◆ **Aim of the task**
Make an exact copy of all the records that follow, apart from the pictures.

◆ **Record excerpts**
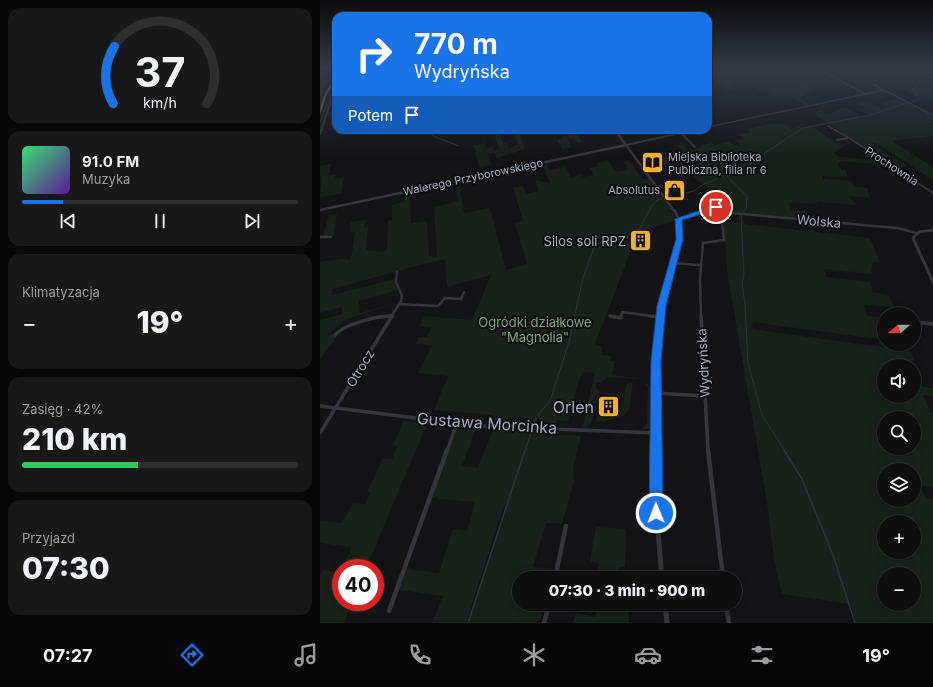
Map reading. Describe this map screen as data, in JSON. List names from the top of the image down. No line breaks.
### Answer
{"streets":{"street":["Prochownia","Walerego Przyborowskiego","Wolska","Wydryńska","Otrocz","Gustawa Morcinka"]},"crossings":[["Wolska","Wydryńska"],["Otrocz","Gustawa Morcinka"]],"parks":["Ogródki działkowe \"Magnolia\""],"places":{"library":["Miejska Biblioteka Publiczna, filia nr 6"],"shop":["Absolutus"],"building":["Silos soli RPZ","Orlen"]},"north":"left","page":{"turn":["770 m","Wydryńska"],"then":"Potem","song":["91.0 FM","Muzyka"],"tile":["Klimatyzacja",["Zasięg · 42%","210 km"],["Przyjazd","07:30"]],"heat":["−","19°","+"],"map_buttons":["+","−"],"limit":"40","trip":"07:30 · 3 min · 900 m","tabs":["07:27","19°"],"gauge":["37","km/h"]}}
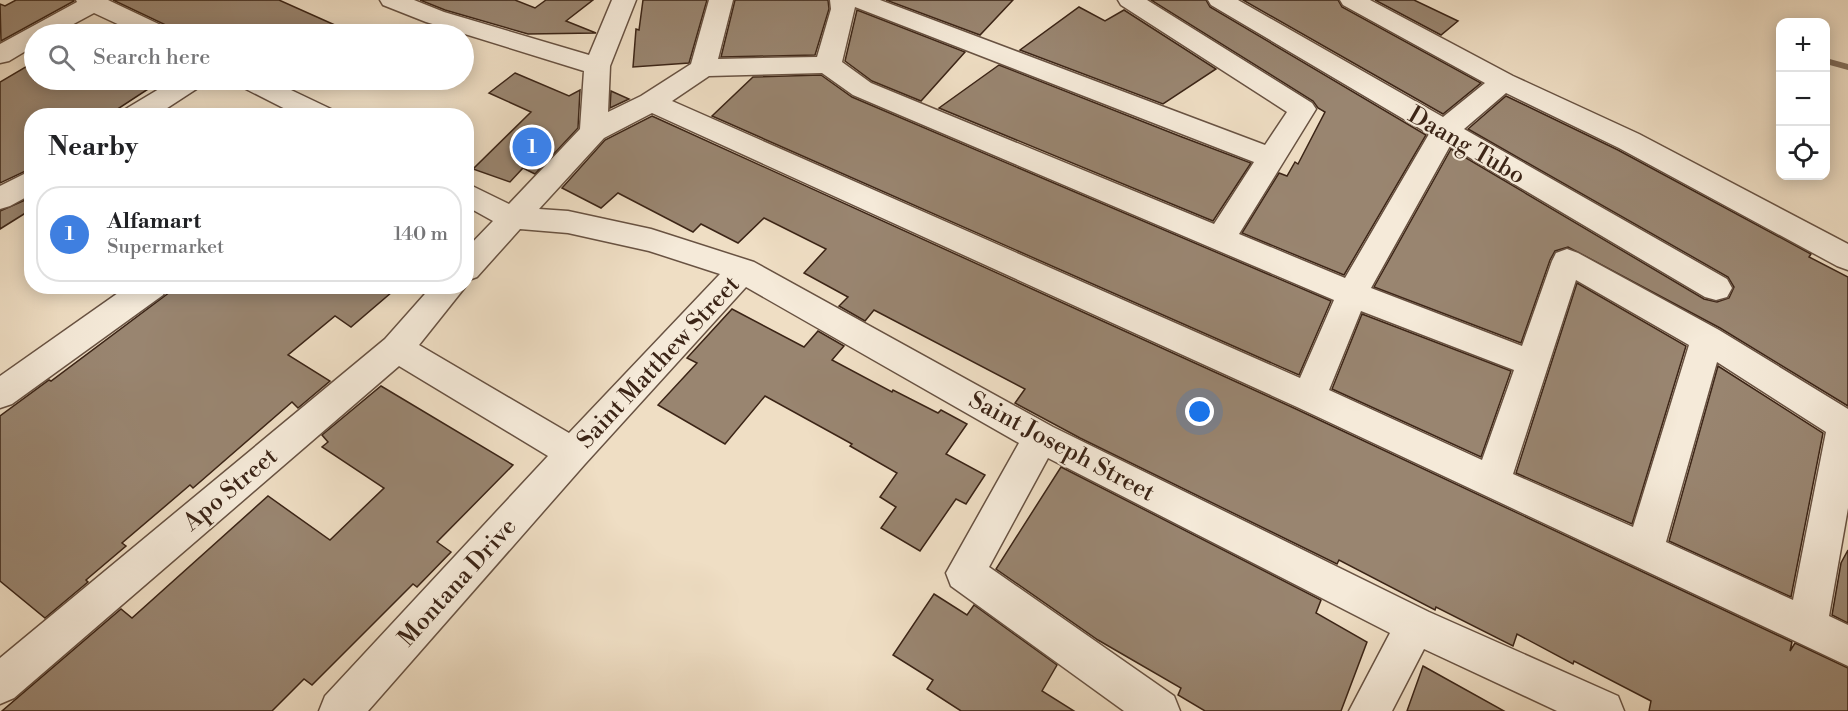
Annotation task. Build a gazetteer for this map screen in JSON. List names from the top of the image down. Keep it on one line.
{"streets":{"street":["Daang Tubo","Saint Matthew Street","Saint Joseph Street","Apo Street","Montana Drive"]},"crossings":[["Saint Matthew Street","Saint Joseph Street"],["Saint Matthew Street","Montana Drive"]],"page":{"map_buttons":["+","−"],"search":"Search here","heading":"Nearby","pins":"1","list":[{"mark":"1","name":"Alfamart","note":"Supermarket","value":"140 m"}]}}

◆ **Answer for this exercise**
Map reading. Describe this map screen as data, in JSON. List names from the top of the image down. No line breaks.
### Answer
{"streets":{"street":["Prochownia","Walerego Przyborowskiego","Wolska","Wydryńska","Otrocz","Gustawa Morcinka"]},"crossings":[["Wolska","Wydryńska"],["Otrocz","Gustawa Morcinka"]],"parks":["Ogródki działkowe \"Magnolia\""],"places":{"library":["Miejska Biblioteka Publiczna, filia nr 6"],"shop":["Absolutus"],"building":["Silos soli RPZ","Orlen"]},"north":"left","page":{"turn":["770 m","Wydryńska"],"then":"Potem","song":["91.0 FM","Muzyka"],"tile":["Klimatyzacja",["Zasięg · 42%","210 km"],["Przyjazd","07:30"]],"heat":["−","19°","+"],"map_buttons":["+","−"],"limit":"40","trip":"07:30 · 3 min · 900 m","tabs":["07:27","19°"],"gauge":["37","km/h"]}}
Annotation task. Build a gazetteer for this map screen in JSON. List names from the top of the image down. Keep it on one line.
{"streets":{"street":["Daang Tubo","Saint Matthew Street","Saint Joseph Street","Apo Street","Montana Drive"]},"crossings":[["Saint Matthew Street","Saint Joseph Street"],["Saint Matthew Street","Montana Drive"]],"page":{"map_buttons":["+","−"],"search":"Search here","heading":"Nearby","pins":"1","list":[{"mark":"1","name":"Alfamart","note":"Supermarket","value":"140 m"}]}}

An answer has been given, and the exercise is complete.